• [What to produce]:
Please return the lines of the data below, word for word, from the first line through the line containing "const toPath = rows".

• [The data]:
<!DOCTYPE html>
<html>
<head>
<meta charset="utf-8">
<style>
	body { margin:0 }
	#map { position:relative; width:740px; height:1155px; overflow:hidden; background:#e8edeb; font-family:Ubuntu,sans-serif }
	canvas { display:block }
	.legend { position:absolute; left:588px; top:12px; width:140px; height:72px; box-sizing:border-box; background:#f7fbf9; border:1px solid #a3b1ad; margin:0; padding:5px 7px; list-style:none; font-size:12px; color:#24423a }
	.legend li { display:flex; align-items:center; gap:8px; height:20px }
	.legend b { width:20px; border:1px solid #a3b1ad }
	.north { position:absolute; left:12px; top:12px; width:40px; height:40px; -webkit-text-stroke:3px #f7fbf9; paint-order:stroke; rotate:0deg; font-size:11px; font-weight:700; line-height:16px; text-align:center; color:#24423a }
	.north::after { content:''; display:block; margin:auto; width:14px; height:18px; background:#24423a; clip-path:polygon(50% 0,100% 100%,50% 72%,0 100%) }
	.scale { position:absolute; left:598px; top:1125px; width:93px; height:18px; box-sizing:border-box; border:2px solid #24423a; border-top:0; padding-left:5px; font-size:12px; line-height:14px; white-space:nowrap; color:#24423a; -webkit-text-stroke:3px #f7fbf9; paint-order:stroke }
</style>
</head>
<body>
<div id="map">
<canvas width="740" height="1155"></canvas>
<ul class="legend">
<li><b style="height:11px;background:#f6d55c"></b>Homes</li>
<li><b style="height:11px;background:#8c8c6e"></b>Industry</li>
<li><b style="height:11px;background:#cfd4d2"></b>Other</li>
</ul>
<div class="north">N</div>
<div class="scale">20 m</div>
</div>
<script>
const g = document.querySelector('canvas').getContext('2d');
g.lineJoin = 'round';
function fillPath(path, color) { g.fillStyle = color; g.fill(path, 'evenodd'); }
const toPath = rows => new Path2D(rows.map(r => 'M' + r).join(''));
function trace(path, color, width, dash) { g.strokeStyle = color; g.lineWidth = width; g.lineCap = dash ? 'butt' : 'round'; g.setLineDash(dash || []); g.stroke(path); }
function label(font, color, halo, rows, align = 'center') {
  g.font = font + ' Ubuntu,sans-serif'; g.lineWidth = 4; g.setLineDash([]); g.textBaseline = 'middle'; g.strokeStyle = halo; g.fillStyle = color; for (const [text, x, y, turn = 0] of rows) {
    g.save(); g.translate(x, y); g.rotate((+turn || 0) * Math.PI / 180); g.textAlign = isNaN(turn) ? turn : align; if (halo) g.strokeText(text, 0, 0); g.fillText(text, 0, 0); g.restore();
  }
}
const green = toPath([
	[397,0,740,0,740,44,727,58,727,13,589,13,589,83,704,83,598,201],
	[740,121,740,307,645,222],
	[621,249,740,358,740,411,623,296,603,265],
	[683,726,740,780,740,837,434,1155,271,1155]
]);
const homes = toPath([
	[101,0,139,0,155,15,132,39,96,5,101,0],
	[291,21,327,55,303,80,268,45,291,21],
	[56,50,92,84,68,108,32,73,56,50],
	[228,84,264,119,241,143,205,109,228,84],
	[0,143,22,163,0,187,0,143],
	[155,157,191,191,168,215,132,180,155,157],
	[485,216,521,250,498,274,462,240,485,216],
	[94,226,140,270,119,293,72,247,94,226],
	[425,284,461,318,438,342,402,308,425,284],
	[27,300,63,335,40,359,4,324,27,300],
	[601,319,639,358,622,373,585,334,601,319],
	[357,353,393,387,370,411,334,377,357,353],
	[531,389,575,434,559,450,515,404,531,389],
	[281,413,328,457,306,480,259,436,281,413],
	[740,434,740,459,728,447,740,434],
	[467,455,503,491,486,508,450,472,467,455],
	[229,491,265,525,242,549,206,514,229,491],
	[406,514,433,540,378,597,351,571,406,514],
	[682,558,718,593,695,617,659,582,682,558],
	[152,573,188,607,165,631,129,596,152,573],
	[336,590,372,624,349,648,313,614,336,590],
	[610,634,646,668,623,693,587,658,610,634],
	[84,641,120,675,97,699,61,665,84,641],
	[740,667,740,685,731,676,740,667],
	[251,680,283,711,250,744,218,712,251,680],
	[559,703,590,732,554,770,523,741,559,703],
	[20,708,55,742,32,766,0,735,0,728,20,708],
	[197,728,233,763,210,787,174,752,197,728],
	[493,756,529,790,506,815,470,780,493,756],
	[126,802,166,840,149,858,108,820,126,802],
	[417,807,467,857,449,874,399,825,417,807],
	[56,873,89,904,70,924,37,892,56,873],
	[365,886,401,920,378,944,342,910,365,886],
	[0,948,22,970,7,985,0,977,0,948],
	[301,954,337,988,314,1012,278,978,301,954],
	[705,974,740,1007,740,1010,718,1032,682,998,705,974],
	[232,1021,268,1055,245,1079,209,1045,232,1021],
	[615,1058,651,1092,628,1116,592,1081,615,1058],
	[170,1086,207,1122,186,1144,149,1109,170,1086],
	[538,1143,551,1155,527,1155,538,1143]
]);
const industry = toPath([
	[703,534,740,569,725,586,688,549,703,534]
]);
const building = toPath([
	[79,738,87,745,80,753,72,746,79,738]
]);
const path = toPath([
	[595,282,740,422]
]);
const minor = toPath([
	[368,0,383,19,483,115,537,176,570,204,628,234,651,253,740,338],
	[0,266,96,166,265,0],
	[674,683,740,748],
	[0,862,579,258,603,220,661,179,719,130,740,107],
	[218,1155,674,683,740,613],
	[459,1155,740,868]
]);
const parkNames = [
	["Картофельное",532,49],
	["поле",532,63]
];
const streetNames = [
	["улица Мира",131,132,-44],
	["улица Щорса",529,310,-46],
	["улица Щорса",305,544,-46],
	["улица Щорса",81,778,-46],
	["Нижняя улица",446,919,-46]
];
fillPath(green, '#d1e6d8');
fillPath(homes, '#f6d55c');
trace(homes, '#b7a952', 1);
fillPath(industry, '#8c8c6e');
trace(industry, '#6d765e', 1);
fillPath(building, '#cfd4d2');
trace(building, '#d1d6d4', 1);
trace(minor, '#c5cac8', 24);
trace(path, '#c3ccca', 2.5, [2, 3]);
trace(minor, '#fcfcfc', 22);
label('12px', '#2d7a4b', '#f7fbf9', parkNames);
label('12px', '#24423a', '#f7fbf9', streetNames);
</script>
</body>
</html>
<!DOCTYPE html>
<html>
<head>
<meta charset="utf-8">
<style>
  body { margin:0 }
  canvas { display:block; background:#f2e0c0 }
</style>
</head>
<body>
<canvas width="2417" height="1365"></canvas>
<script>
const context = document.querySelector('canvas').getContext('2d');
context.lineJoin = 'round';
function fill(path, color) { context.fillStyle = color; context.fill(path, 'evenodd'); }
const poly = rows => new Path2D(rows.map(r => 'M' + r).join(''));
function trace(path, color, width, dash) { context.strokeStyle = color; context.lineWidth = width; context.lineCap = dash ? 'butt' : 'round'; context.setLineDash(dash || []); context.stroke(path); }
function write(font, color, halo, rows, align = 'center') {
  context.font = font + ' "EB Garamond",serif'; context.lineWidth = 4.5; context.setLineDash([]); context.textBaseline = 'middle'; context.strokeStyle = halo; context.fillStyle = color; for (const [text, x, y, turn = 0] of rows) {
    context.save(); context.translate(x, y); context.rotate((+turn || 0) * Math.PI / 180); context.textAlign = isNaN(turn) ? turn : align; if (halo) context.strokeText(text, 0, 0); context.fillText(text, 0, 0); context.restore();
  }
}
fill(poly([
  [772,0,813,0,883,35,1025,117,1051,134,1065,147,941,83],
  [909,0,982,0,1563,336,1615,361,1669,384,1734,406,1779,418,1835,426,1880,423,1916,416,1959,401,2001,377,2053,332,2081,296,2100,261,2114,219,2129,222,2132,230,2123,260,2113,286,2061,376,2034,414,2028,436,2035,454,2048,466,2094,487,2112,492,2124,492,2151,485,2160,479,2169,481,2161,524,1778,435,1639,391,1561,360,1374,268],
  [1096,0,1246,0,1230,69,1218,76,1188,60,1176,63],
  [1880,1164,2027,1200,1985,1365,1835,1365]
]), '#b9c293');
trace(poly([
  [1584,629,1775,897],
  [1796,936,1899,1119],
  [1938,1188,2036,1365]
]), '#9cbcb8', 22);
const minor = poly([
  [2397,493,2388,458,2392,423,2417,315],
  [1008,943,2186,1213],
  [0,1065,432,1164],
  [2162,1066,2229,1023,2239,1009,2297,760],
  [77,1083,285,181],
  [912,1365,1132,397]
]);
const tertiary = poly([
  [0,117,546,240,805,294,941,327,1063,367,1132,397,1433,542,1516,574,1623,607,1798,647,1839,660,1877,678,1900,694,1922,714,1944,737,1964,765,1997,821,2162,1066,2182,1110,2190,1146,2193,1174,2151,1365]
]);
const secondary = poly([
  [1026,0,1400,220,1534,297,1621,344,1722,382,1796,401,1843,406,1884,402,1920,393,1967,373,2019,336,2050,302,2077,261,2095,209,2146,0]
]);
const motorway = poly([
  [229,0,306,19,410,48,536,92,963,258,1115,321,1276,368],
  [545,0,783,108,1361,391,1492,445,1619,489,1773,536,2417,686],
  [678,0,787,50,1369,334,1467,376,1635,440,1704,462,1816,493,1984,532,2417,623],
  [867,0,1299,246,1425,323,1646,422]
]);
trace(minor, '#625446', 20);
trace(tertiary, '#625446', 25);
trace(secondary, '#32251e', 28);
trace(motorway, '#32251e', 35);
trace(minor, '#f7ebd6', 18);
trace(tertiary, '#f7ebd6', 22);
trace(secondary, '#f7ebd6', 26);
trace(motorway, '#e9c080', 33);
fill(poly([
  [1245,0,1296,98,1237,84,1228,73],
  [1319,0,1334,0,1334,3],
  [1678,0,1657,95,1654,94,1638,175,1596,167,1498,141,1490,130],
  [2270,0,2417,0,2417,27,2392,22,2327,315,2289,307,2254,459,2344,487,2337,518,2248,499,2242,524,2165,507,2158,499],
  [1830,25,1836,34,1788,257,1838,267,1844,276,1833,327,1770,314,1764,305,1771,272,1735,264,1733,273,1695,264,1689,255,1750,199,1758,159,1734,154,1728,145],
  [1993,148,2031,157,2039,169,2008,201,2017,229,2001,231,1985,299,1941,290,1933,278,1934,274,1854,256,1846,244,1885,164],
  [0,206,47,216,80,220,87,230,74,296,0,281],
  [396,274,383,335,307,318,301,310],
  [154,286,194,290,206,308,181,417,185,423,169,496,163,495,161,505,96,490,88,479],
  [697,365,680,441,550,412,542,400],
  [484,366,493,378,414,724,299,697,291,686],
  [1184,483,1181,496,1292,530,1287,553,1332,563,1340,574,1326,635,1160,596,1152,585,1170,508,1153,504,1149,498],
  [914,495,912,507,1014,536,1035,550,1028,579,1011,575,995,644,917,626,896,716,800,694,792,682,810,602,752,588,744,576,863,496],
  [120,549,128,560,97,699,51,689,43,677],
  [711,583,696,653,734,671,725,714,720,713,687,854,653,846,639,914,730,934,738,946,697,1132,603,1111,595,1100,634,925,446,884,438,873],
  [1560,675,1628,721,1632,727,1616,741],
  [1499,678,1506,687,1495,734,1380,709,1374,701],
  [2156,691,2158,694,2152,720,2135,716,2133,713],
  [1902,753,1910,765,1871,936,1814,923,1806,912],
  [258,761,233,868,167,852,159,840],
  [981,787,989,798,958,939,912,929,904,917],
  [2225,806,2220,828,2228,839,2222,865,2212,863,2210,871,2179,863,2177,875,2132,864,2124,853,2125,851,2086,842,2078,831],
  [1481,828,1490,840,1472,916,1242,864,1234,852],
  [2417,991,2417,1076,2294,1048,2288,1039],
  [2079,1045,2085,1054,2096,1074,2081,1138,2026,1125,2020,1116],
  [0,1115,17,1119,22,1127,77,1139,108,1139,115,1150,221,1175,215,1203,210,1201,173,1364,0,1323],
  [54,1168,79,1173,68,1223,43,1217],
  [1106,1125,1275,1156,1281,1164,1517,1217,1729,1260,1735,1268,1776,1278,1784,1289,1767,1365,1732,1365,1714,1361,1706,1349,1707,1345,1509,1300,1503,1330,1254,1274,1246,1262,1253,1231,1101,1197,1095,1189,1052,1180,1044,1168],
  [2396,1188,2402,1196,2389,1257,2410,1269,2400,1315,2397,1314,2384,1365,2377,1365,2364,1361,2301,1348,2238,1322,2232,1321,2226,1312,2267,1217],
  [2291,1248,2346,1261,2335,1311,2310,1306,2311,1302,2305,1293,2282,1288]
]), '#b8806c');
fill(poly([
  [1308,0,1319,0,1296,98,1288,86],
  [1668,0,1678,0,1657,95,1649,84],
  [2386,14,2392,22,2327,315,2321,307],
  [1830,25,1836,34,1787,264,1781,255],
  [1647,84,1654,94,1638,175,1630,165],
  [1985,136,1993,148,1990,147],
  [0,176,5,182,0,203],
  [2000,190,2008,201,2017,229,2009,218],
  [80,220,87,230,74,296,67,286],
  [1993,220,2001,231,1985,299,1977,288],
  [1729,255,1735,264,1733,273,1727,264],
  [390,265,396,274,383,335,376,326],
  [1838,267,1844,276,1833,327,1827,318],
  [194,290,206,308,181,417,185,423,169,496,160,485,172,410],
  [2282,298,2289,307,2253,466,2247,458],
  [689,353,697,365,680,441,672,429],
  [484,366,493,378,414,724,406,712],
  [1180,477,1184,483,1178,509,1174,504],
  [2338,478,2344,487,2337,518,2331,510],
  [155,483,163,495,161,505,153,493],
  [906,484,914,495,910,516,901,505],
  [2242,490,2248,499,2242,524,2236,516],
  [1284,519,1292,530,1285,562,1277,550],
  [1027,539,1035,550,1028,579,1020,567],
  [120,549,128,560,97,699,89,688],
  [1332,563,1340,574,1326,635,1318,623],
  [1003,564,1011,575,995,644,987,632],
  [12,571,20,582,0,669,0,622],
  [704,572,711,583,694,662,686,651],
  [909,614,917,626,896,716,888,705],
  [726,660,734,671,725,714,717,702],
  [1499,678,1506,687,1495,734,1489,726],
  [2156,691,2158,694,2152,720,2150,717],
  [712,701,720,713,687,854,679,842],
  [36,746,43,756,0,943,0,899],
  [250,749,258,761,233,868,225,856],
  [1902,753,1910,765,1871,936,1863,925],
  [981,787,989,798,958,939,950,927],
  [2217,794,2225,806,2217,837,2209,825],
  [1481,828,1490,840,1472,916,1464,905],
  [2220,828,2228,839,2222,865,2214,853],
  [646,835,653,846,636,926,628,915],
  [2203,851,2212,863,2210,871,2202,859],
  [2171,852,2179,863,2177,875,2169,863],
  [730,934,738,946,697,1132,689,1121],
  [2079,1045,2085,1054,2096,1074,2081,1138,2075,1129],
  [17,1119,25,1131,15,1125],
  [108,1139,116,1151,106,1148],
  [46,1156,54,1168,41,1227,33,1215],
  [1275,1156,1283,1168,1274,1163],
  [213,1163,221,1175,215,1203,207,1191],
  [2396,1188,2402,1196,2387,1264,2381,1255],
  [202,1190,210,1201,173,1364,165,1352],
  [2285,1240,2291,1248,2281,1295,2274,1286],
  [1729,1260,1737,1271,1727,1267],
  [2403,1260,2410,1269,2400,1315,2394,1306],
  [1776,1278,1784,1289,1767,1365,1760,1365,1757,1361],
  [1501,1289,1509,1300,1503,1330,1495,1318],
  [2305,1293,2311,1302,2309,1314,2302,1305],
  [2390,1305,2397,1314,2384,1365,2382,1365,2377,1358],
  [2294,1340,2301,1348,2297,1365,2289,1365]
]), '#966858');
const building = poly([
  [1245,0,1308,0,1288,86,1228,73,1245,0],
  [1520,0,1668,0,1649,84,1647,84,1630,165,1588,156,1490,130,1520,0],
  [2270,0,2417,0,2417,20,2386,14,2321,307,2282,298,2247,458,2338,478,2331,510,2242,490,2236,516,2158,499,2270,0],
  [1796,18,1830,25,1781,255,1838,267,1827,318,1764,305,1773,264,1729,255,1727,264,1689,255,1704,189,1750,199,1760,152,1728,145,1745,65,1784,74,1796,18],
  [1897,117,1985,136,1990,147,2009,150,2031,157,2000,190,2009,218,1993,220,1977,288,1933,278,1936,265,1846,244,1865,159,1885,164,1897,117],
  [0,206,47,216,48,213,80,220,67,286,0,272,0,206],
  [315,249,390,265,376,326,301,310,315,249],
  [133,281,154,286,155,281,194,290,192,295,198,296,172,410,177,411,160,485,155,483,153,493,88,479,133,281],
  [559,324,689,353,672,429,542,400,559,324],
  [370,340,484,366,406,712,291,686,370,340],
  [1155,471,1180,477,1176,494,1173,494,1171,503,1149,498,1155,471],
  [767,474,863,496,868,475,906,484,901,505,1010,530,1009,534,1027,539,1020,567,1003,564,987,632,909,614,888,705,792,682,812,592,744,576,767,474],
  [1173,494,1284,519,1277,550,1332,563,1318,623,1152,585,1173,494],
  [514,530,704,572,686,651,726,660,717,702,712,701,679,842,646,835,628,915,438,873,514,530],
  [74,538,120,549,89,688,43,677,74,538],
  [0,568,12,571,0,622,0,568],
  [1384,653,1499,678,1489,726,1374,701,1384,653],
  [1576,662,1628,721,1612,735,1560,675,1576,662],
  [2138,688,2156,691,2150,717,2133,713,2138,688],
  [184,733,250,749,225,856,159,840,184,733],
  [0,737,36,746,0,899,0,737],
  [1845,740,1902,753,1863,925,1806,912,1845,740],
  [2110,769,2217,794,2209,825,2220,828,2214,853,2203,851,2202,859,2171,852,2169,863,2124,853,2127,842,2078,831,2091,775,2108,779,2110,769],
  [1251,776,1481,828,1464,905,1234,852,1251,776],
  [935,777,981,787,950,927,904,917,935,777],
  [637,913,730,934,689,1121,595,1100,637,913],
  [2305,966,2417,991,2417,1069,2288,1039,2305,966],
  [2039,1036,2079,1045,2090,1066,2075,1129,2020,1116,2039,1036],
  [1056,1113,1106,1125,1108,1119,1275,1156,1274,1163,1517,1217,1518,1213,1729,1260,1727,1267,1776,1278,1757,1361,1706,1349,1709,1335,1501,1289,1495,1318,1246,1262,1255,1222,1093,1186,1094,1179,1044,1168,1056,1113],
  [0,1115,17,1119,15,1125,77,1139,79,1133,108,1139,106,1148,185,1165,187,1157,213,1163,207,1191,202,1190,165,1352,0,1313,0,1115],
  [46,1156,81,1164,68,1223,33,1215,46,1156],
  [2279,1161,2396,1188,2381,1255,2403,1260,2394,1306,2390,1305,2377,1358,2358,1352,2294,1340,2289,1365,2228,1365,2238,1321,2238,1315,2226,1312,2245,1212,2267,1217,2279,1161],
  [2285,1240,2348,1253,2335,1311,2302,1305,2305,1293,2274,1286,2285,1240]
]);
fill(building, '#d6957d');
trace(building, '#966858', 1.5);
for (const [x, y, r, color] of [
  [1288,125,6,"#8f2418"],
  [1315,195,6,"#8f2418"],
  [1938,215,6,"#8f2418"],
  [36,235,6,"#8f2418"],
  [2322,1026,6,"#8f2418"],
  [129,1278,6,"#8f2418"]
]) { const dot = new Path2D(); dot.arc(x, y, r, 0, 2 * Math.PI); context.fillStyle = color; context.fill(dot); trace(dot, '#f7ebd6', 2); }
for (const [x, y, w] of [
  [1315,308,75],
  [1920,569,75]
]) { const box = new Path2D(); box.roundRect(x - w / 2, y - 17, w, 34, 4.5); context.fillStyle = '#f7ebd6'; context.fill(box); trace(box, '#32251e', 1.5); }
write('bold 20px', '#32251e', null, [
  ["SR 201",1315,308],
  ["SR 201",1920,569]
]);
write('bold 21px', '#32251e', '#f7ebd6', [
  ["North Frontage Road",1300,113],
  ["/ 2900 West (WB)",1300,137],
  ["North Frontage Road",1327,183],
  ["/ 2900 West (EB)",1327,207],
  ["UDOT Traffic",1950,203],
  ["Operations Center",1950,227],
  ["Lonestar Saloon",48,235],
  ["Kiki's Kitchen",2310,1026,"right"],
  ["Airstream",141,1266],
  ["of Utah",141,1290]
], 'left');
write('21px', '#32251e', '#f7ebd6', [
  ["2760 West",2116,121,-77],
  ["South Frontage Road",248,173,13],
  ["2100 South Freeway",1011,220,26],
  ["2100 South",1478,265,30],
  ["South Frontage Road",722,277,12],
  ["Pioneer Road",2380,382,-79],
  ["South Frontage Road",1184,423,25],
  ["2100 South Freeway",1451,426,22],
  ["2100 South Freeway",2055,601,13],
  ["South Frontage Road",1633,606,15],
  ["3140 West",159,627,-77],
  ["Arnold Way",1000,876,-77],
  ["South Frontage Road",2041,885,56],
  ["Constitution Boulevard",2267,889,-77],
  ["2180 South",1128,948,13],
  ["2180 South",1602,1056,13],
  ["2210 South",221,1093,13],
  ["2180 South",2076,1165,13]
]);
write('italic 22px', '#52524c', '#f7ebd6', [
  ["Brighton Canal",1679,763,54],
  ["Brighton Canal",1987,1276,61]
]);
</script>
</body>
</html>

• [Response below]:
<!DOCTYPE html>
<html>
<head>
<meta charset="utf-8">
<style>
	body { margin:0 }
	#map { position:relative; width:740px; height:1155px; overflow:hidden; background:#e8edeb; font-family:Ubuntu,sans-serif }
	canvas { display:block }
	.legend { position:absolute; left:588px; top:12px; width:140px; height:72px; box-sizing:border-box; background:#f7fbf9; border:1px solid #a3b1ad; margin:0; padding:5px 7px; list-style:none; font-size:12px; color:#24423a }
	.legend li { display:flex; align-items:center; gap:8px; height:20px }
	.legend b { width:20px; border:1px solid #a3b1ad }
	.north { position:absolute; left:12px; top:12px; width:40px; height:40px; -webkit-text-stroke:3px #f7fbf9; paint-order:stroke; rotate:0deg; font-size:11px; font-weight:700; line-height:16px; text-align:center; color:#24423a }
	.north::after { content:''; display:block; margin:auto; width:14px; height:18px; background:#24423a; clip-path:polygon(50% 0,100% 100%,50% 72%,0 100%) }
	.scale { position:absolute; left:598px; top:1125px; width:93px; height:18px; box-sizing:border-box; border:2px solid #24423a; border-top:0; padding-left:5px; font-size:12px; line-height:14px; white-space:nowrap; color:#24423a; -webkit-text-stroke:3px #f7fbf9; paint-order:stroke }
</style>
</head>
<body>
<div id="map">
<canvas width="740" height="1155"></canvas>
<ul class="legend">
<li><b style="height:11px;background:#f6d55c"></b>Homes</li>
<li><b style="height:11px;background:#8c8c6e"></b>Industry</li>
<li><b style="height:11px;background:#cfd4d2"></b>Other</li>
</ul>
<div class="north">N</div>
<div class="scale">20 m</div>
</div>
<script>
const g = document.querySelector('canvas').getContext('2d');
g.lineJoin = 'round';
function fillPath(path, color) { g.fillStyle = color; g.fill(path, 'evenodd'); }
const toPath = rows => new Path2D(rows.map(r => 'M' + r).join(''));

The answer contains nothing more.